AKI is a frequent complication in critically ill patients and portends poor short and long-term outcomes, including an increase in readmissions, cardiovascular events, and progression to chronic kidney disease (CKD) [1]. The impact on health related quality of life (HRQOL) has been studied less. Further, it is not known which aspects of HRQOL are most affected and why, and how this could shape post-critical care management. Some of these questions have been addressed in the follow-up study of The Artificial Kidney Initiation in Kidney Injury (AKIKI) trial by Chaibi et al. [2].

AKIKI was a large French multicentre randomised controlled trial on renal replacement therapy (RRT) initiation strategy for AKI [2]. Chaibi et al. examined longer-term survival, renal outcomes and HRQOL in 316 patients (51% of total population) who survived 60 days after randomization. Their median follow-up was up to 3.35 years [Interquartile range (IQR) 1.89—4.09]. Survival rate was 39.4% at three years following inclusion, with age being the only predictor om mortality. Over a quarter of patients had worsening renal function whilst 5% needed chronic dialysis. HRQOL was assessed using the Eq-5L instrument at a median of 3 years post randomisation. Although the response rate was low at 35%, overall HRQOL following an ICU admission with AKI was low. Population normative data for the EQ-index is generally 0.80–0.85 [3] and the median index value in this study was 0.67 (IQR 0.40 to 1.00). Interestingly, HRQOL scores were not influenced by need for chronic dialysis.

These findings are consistent with a body of literature that was summarized in a comprehensive meta-analysis published in 2014 [3]. The meta-analysis included 18 studies over a 18 year period in which six different HRQOL assessment tools (SF-46, EQ-5L, NHP, HUI3, MOS-SF-20, SF-12) were used and assessments were made over a median of 10.5 months ranging from 2 to 14 years after ICU admission [3]. Overall, HRQOL was markedly impaired among survivors of AKI compared to the general population and this was mainly driven by limitations in physical function, mobility and ambulation compared to psychosocial domains. Interestingly, the majority of studies found a similar degree of reduction in HRQOL in patients experiencing AKI or receiving RRT when compared to similarly critically ill patients without severe AKI. Notably, at 1 year post ICU admission, more than 80% of respondents would undergo ICU admission again if needed to survive [4].

Since that publication, several other studies have examined HRQOL outcomes with similar findings (Table 1). Further, additional scoring systems have been introduced, notably the clinical frailty score (CFS). Frailty, although more common with age but not confined to the elderly, complicates acute and chronic disease and is considered a marker of a limited existence [5]. It can be assessed using the CFS, a validated measure of clinical frailty with scores ranging from 1 (very fit) to 7 (severely dependent). There are recognized limits to the CFS, and although not a classic HRQOL scoring system, it is objective, easy to obtain and easy to teach [6]. In a prospective multicentre observational study enrolling older critically ill patients with AKI, frailty was defined as having a CFS > 5. The study found 28% of survivors were considered frail at 6 months, of whom 57% were not back at baseline (pre-ICU level) with only 4% transitioning to not frail and a further 4% becoming frail [5]. A follow-up of the BRAIN ICU study, a prospective cohort of critically ill adults with acute respiratory failure and/or shock enrolled found that severity of AKI was associated with increasing frailty at both 3 and 12 months compared to baseline measurements [6]. These studies further corroborate the ongoing decline in physical function of patients who suffer AKI as part of their critical illness. They also highlight the link between frailty and HRQOL and the complexity of assessing HRQOL specifically related to survival after AKI.

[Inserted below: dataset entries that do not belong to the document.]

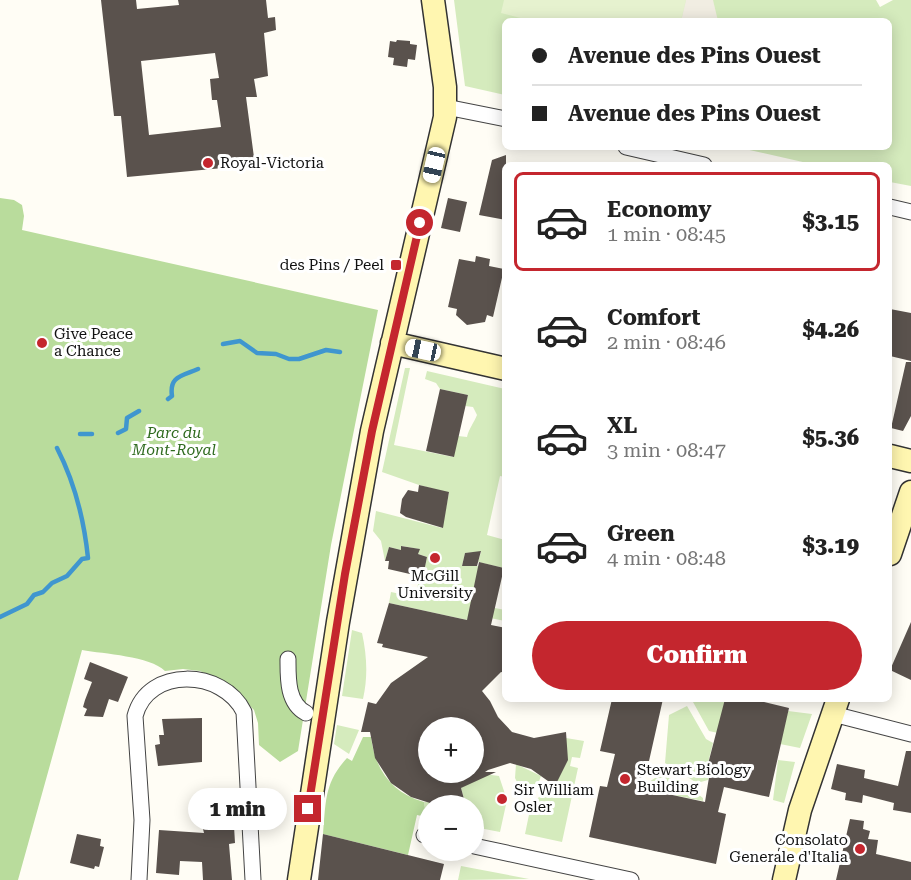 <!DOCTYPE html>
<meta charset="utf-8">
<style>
body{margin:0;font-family:"Roboto Serif",serif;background:#f2f2f2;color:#222;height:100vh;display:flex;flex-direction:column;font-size:22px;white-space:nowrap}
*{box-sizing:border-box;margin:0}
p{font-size:20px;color:#767676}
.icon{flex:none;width:33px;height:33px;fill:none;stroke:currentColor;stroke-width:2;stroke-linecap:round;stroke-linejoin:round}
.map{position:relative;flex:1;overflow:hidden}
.details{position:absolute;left:502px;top:162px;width:390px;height:540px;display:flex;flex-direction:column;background:#fff;border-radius:9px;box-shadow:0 3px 15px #0003}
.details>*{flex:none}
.banner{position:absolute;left:502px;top:18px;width:390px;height:132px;border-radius:9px;box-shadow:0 3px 15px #0003;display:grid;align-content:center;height:132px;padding:0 30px;background:#fff}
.buttons{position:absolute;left:418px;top:717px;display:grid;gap:12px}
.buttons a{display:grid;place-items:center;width:66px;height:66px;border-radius:50%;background:#fff;box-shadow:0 3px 15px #0003;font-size:30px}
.end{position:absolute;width:27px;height:27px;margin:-14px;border:8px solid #c4262e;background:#fff;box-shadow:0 0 0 3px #fff}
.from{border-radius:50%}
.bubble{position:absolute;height:42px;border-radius:21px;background:#fff;box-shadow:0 3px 15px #0003;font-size:20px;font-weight:800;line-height:42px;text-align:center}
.car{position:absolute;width:18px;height:36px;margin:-18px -9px;border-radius:8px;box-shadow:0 0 4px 2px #0007;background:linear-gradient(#fff 24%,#345 0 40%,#fff 0 76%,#345 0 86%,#fff 0)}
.banner b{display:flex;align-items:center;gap:21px;height:57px;font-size:22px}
.banner b+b{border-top:2px solid #e0e0e0}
.banner i{width:15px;height:15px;background:#222}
ul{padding:10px 0 0;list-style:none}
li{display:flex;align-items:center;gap:18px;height:99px;margin:0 12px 9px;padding:0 18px;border:3px solid transparent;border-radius:9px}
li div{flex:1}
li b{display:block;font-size:22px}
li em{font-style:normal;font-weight:800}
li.active{border-color:#c4262e}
li>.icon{width:54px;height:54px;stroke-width:1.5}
.primary-button{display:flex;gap:12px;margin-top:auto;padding:12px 30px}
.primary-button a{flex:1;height:69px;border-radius:36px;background:#c4262e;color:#fff;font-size:24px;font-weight:800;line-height:69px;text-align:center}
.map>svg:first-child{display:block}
.green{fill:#d5ebbd}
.forest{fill:#b9dc9c}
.pitch{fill:#e6f2cf}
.plaza{fill:#f1ede2}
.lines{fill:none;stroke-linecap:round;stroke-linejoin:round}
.stream{stroke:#3f96cf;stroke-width:4.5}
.building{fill:#5a524d;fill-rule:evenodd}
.street-casing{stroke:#444;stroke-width:17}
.secondary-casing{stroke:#333;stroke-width:25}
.street{stroke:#fff;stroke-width:15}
.secondary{stroke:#fff6b0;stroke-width:22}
.route{stroke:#c4262e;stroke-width:8}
.poi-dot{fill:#c4262e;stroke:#fff;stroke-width:2}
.labels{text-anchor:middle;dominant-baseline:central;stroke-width:6;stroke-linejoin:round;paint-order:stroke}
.poi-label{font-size:15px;fill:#111;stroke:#fff;text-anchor:start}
.park-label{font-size:15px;font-style:italic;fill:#2f6b1f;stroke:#fff}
</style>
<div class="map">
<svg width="911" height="880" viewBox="0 0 911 880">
<rect width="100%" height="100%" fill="#fffdf5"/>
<!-- green -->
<path class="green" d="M454 0H876L880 7 893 0H911V186L890 182V165H816L736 147H890V21H506L505 95 465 86Z
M405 368H410L394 445 453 457 458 436 467 437C469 428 474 423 477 415L473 407 465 406 468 395 440 389 436 383 425 379 427 371 505 389V477L500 476 487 535 505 540 504 568 478 562 481 552 465 553 462 566H478L495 608 505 610V621L470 614 467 620 389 603 391 592 415 597 420 576H423L427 557 418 554 419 549 402 546 401 550 389 547 385 561 381 541 373 531 376 511 442 528 449 493 419 485 382 472Z
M352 630 362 633C367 656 368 677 363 699L342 696Z
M698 699H725L718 733 709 731 693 702Z
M687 706 706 739 713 743 708 763 711 765 708 780 697 783 665 763 669 715Z
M788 711 812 714 800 748 780 744Z
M337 725 359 730 349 754 334 744Z
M566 738 584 741 580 758 572 757 570 766 578 768 562 842 525 834 531 805 544 792 560 770Z
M778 760 795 762 784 803 773 800Z
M516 764 541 776 538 784 527 789 519 786 515 778Z
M484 774 499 776 507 800 500 832 474 827V806H429V817H426L424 802 448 803 464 799 461 788Z
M658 776 677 779 703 798V801L640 788Z
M461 866 529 879 458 880Z"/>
<!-- forest -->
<path class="forest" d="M0 198 14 200 22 205 24 216 22 230 378 310 331 545 298 751 280 762 259 745 258 723 254 710 228 684 200 671 183 669 165 671C150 656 104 654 82 650L18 880H0Z
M363 737H371C375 770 392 793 424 802L426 817 417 815 408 855 323 834C326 802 324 783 347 758L352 761Z"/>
<!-- pitch -->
<path class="pitch" d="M504 0H686L681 21H532L501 13Z"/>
<!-- plaza -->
<path class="plaza" d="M686 0H713L718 21H681Z"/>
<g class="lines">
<!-- stream -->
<path class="stream" d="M223 344 240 341 257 353 276 354 289 359H299L326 350 340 352
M168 399 172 396C169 376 182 376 198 369
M118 433 126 429 127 418 139 411
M80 434H92
M0 617 27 604 34 595 43 592 52 583 67 576 82 559 88 558C84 519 75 483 57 448"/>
</g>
<!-- building -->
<path class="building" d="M101 0H136L137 9 179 5 178 0H266L268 18 275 17 276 30 264 33 268 76 254 79 257 97H246L255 165 127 177 121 116H114ZM215 53 219 78 210 79 212 100H217L221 127 149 135 141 61Z
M397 40 410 41V44L417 45 415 60 408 59 407 67 393 65 394 58 388 57 390 41 396 42Z
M506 155V220L479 215 492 160Z
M448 198 467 202 460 232 441 228Z
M476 256 490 259 489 266 504 269 493 317 487 315 485 322 467 325 456 315 457 309 448 307 459 259 475 262Z
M890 309 911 313V361L890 356Z
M906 362H911V416L903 431 891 428Z
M440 389 468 395 454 457 426 451Z
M419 485 449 492 443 528 406 517 400 513 402 499 408 490 418 492Z
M401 546 420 549 418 554 427 557 423 577 388 569 389 561H385L389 547 401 550Z
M481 551 477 566H462L465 553Z
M479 562 504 568 491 625 506 628V673L501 672 482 691 490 701 498 717 512 732 534 738 566 732 568 760 555 786 531 769 510 763 488 770 485 772H496L461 788 464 799 448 803H430L411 797 391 783 375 758 370 732H361L368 702 376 704 391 683 428 657 382 647 383 644 377 643 389 603 467 620ZM429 728H474V772H429Z
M911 622V680L890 670Z
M90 662 128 677 118 702 109 699 103 717 84 716 87 709 83 707 85 700 92 682 84 679Z
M612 699H663L649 761H644L640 788 705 802 711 765 708 764 725 699H752L789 708 769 797 724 787 718 812 726 814 716 864 589 837 600 786 607 787 615 754 600 751Z
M202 718V762L158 766 155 745 160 744 159 735H164L162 719Z
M906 751H911V813L893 810 894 803 863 795 862 803 845 800 846 793 831 789 837 764 865 770 864 778 898 786Z
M850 819 864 821 863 829 870 831 868 839 878 840 876 854 911 862V880H836Z
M234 826 235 843 229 844 232 880H203L202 862 180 861 179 875 156 873 159 830 204 833 203 829Z
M77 834 101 839 100 846 104 847 99 867 95 866 94 869 70 863Z
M323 834 444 864 440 880H318Z"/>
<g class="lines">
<defs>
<path id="street" d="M446 107 506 119
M626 147 704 165
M890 207 911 212
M288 659C288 678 287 703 306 713
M833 714 911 734
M424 835 429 836
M474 846 631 880
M139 880 142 820 135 716C148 666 223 669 244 712L253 880"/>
<path id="secondary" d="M392 343 506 369
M890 456 911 461
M890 554 911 492
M299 880 338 622 372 431 445 117V87L433 0
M784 880 800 810 838 699"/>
</defs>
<!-- street casing -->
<use href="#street" class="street-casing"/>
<!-- secondary casing -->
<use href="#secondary" class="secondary-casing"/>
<!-- street -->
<use href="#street" class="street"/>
<!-- secondary -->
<use href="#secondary" class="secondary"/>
</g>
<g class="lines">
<!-- route -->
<path class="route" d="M308 809 345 574 372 431 420 223"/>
</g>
<!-- markers -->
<g class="poi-dot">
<circle cx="208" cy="163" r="6"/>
<rect x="390" y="259" width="12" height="12" rx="3"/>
<circle cx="42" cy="343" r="6"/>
<circle cx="435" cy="558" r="6"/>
<circle cx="625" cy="779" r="6"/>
<circle cx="502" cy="799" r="6"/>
<circle cx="860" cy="849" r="6"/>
</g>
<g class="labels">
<!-- poi labels -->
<g class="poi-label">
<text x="220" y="163">Royal-Victoria</text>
<text x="384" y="265" text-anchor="end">des Pins / Peel</text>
<text x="54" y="334">Give Peace<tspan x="54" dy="17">a Chance</tspan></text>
<text x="435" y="576" text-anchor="middle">McGill<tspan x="435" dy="17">University</tspan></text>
<text x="637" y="770">Stewart Biology<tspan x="637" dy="17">Building</tspan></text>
<text x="514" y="790">Sir William<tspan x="514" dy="17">Osler</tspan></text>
<text x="848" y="840" text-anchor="end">Consolato<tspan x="848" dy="17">Generale d'Italia</tspan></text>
</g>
<!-- park labels -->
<g class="park-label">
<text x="174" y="433">Parc du<tspan x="174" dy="17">Mont-Royal</tspan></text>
</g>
</g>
</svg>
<div class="buttons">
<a>+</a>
<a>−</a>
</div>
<i class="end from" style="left:420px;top:223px"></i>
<i class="end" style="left:308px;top:809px"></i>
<div class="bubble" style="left:188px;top:788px;width:99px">1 min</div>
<i class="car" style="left:434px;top:165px;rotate:193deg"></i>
<i class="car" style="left:423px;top:350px;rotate:282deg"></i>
<div class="banner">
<b><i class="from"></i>Avenue des Pins Ouest</b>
<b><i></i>Avenue des Pins Ouest</b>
</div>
<section class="details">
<ul>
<li class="active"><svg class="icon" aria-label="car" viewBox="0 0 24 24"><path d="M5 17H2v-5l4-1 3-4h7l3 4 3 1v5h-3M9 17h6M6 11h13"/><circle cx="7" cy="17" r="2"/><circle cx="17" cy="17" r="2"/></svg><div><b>Economy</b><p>1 min · 08:45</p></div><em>$3.15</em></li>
<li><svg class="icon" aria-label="car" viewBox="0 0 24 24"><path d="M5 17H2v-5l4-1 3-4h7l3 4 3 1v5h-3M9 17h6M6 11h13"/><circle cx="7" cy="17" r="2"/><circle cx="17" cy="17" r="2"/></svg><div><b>Comfort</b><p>2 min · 08:46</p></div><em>$4.26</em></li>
<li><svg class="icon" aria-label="car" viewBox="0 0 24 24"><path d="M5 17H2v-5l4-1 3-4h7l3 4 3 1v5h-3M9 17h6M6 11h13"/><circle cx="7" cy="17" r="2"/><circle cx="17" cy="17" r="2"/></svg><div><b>XL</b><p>3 min · 08:47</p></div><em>$5.36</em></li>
<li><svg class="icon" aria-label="car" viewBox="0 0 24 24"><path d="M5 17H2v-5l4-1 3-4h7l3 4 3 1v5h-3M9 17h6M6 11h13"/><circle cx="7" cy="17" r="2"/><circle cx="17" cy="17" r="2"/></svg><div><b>Green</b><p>4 min · 08:48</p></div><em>$3.19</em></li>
</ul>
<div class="primary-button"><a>Confirm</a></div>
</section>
</div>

Table 1 Selected studies exploring quality of life and frailty in AKI survivors

There are additional limitations to interpreting HRQOL data following critical illness. First, the findings are impacted by the heterogeneity in study design and participants, timing of assessment, and tools used. Second, most studies reported a high loss to follow-up [3]. Despite this, there are useful signals, including the absence of difference in HRQOL based on stage of AKI or implementation of acute RRT [3, 6, 7]. This suggests that the process that led to AKI drives ongoing worse outcomes rather than AKI per se. More recently, worse cardiovascular outcomes have been reported for patients who survive AKI during hospitalisation, particularly in those with increased proteinuria [1]. Measuring and monitoring such outcomes provide valuable data of the long-term effects of AKI. However, the day to day effects long after ICU admission are less well studied, nor how the effects of changing socio-economic status following critical care influence HRQOL measurements at the time of testing [8].

The study by Chaibi and colleagues provides important data to our field on how patients survive after critical illness. However, it is unclear how these results should influence clinical management. Should rehabilitation, optimisation of nutrition and psychosocial support to reduce frailty be as much part of follow-up care after AKI as measuring urinary albumin and serum creatinine? The study by Chaibi et al. serves as a reminder that more research in AKI survivors is urgently needed to inform management strategies so that patients with AKI do not just survive but thrive after ICU.